ARTICLE | doi:10.20944/preprints202304.0086.v1
Subject: Computer Science And Mathematics, Artificial Intelligence And Machine Learning Keywords: Image fusion; generative adversarial network (GAN); local binary patterns (LBP); multi-modal images
Online: 6 April 2023 (10:03:31 CEST)
Image fusion is the process of combining multiple input images from single or multiple imaging modalities into a fused image, which is expected to be more informative for human or machine perception as compared to any of the input images. In this paper, we propose a novel method based on deep learning for fusing infrared images and visible images, named the LBP-based proportional input generative adversarial network (LPGAN). In the image fusion task, the preservation of structural similarity and image gradient information is contradictory, and it is difficult for both to achieve good performance at the same time.

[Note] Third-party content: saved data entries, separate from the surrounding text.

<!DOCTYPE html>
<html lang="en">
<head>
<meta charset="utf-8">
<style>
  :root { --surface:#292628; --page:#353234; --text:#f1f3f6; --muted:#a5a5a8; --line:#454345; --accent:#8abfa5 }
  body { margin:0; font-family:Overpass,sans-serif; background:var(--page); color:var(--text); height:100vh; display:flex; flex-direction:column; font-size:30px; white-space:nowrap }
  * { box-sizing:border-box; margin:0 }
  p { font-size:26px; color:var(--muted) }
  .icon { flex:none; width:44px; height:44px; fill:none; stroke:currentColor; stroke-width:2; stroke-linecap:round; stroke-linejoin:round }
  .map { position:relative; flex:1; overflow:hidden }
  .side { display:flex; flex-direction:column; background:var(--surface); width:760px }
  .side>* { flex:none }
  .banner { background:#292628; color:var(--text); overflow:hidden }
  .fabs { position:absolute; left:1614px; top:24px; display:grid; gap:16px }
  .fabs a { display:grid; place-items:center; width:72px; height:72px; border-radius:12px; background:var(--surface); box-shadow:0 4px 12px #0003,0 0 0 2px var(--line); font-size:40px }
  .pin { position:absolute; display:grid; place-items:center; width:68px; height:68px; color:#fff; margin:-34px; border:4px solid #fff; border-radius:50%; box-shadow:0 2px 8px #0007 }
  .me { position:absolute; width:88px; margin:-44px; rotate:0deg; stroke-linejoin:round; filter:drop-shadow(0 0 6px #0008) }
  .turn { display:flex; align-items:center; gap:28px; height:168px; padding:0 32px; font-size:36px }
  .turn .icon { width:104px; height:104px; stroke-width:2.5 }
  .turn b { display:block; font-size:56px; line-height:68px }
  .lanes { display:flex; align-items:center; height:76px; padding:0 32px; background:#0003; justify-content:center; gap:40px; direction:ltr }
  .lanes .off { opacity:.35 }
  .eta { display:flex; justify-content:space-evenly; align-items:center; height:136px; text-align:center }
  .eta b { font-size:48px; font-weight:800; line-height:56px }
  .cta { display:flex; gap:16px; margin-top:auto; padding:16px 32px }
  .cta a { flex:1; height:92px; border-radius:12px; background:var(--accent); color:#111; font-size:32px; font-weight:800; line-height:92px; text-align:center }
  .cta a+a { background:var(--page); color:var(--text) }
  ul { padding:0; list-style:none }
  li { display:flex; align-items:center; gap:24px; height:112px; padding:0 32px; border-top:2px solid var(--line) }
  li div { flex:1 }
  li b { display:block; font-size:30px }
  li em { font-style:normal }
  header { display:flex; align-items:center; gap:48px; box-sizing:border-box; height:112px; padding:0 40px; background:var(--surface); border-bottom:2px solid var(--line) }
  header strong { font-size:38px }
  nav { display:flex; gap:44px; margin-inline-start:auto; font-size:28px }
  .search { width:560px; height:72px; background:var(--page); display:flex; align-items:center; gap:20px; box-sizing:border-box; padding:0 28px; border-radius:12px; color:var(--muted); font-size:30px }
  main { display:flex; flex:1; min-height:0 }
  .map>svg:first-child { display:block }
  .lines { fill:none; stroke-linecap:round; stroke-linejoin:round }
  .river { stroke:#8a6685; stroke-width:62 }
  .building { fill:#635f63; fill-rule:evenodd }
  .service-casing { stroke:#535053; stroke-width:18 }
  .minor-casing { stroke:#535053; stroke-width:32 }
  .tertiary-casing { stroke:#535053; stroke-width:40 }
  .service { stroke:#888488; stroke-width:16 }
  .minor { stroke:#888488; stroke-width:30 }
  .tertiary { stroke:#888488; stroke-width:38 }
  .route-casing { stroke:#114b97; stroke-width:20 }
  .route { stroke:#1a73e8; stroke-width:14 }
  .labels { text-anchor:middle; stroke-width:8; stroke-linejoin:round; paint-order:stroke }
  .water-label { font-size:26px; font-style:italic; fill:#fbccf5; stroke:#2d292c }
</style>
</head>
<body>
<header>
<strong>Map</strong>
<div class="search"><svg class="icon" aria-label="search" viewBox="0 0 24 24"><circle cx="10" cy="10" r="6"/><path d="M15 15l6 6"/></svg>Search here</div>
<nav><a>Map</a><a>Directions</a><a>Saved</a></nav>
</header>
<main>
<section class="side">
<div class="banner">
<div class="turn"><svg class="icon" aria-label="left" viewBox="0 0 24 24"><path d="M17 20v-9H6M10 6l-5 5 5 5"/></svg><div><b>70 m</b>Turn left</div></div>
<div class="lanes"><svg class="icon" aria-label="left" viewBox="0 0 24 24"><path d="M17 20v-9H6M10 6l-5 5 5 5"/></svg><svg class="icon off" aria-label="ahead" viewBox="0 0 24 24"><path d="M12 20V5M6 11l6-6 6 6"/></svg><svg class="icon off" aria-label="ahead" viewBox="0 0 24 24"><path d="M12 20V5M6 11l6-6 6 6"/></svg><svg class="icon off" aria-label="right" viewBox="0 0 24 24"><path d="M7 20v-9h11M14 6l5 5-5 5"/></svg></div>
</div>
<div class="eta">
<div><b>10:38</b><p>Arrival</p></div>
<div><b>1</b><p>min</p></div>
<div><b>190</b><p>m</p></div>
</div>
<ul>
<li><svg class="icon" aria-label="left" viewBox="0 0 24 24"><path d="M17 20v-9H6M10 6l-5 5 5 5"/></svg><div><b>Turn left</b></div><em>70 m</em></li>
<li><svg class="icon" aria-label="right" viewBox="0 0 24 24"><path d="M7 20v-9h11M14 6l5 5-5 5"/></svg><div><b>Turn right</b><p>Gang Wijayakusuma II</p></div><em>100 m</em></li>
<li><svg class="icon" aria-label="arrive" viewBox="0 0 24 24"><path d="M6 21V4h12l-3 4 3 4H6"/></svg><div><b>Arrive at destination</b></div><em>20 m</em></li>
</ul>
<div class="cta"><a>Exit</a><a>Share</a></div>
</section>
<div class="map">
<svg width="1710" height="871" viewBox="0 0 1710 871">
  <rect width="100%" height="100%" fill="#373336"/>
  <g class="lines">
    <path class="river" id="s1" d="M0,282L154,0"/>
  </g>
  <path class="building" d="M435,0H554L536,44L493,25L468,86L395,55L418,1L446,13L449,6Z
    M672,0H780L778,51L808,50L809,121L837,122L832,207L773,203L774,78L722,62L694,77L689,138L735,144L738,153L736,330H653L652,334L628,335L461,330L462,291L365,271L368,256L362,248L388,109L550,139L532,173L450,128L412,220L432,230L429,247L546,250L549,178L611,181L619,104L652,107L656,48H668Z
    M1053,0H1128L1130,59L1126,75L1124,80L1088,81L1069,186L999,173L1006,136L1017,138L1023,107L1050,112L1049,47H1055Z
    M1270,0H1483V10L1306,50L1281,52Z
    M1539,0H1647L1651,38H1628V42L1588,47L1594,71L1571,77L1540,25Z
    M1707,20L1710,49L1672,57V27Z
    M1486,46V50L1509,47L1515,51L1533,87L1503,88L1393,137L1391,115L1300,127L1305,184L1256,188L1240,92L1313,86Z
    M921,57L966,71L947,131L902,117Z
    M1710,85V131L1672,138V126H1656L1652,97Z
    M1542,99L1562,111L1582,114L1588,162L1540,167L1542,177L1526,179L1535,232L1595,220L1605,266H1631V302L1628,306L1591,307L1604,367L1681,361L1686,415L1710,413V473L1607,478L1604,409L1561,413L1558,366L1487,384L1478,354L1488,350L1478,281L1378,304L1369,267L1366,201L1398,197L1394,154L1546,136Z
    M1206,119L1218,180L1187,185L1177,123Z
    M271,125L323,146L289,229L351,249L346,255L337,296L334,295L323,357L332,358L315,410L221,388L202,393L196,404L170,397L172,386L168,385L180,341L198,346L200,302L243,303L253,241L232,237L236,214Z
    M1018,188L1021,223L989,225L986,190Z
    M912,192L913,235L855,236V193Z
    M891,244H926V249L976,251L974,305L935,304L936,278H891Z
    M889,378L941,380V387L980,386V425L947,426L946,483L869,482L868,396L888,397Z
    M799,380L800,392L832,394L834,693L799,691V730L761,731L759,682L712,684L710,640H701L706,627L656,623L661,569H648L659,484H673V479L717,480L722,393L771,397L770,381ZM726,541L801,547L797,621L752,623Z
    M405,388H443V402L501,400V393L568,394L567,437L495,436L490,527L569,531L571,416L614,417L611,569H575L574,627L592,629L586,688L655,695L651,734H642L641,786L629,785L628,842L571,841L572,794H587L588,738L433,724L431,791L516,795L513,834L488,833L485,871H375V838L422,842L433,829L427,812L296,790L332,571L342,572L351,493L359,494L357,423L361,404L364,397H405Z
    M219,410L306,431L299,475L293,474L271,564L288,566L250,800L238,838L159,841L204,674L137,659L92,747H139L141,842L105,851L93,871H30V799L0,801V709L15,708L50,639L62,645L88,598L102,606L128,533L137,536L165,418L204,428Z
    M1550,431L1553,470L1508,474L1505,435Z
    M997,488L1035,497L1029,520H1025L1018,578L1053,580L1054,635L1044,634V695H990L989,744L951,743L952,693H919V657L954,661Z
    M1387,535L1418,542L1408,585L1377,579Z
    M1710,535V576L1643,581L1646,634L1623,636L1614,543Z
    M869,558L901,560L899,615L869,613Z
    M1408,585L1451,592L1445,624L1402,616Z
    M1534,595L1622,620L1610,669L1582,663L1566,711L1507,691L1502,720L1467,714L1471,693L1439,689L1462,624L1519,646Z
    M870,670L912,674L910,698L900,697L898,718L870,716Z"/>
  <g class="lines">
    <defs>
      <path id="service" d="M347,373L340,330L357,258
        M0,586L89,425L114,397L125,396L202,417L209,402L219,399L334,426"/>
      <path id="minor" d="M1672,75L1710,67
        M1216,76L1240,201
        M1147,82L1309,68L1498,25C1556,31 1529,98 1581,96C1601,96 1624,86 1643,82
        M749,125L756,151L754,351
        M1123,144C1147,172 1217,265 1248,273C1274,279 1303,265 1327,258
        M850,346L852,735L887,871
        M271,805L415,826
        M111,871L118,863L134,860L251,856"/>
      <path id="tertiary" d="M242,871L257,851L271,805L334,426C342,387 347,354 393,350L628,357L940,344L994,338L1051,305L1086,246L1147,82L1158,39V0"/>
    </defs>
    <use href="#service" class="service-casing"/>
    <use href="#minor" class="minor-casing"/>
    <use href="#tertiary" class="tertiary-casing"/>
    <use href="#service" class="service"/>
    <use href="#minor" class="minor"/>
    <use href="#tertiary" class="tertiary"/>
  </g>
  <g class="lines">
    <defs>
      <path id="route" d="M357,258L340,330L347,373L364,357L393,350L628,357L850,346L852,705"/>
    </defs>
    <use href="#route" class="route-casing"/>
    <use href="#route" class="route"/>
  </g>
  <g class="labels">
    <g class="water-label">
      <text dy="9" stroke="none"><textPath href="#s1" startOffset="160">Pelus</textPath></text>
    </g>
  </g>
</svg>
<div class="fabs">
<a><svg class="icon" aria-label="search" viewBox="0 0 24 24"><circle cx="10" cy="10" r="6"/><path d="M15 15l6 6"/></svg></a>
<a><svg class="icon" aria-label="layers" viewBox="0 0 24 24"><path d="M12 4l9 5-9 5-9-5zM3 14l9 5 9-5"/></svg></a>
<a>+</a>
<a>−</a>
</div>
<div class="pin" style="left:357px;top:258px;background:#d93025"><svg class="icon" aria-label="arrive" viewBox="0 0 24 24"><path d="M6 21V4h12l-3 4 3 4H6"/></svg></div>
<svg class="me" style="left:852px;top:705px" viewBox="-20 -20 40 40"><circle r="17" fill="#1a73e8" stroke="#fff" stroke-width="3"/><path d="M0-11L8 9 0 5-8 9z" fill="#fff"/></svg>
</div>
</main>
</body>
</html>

To solve this problem, we innovatively introduce Local Binary Patterns (LBP) into Generative Adversarial Networks (GANs), which effectively utilize the texture features of the source images, so that the network has stronger feature extraction ability and anti-interference ability. In the feature extraction stage, we introduce a pseudo-siamese network for the generator to extract the detailed features and the contrast features. At the same time, considering the characteristic distribution of different modal images, we propose a 1:4 scale input mode. Extensive experiments on the publicly available TNO dataset and CVC14 dataset show that the proposed method achieves the state-of-the-art performance. We also test the universality of LPGAN through the fusion of RGB and infrared images on the RoadScene dataset. In addition, LPGAN is applied to multi-spectral remote sensing image fusion. Both qualitative and quantitative experiments demonstrate that our LPGAN can not only achieve good structural similarity, but also retain rich detailed information.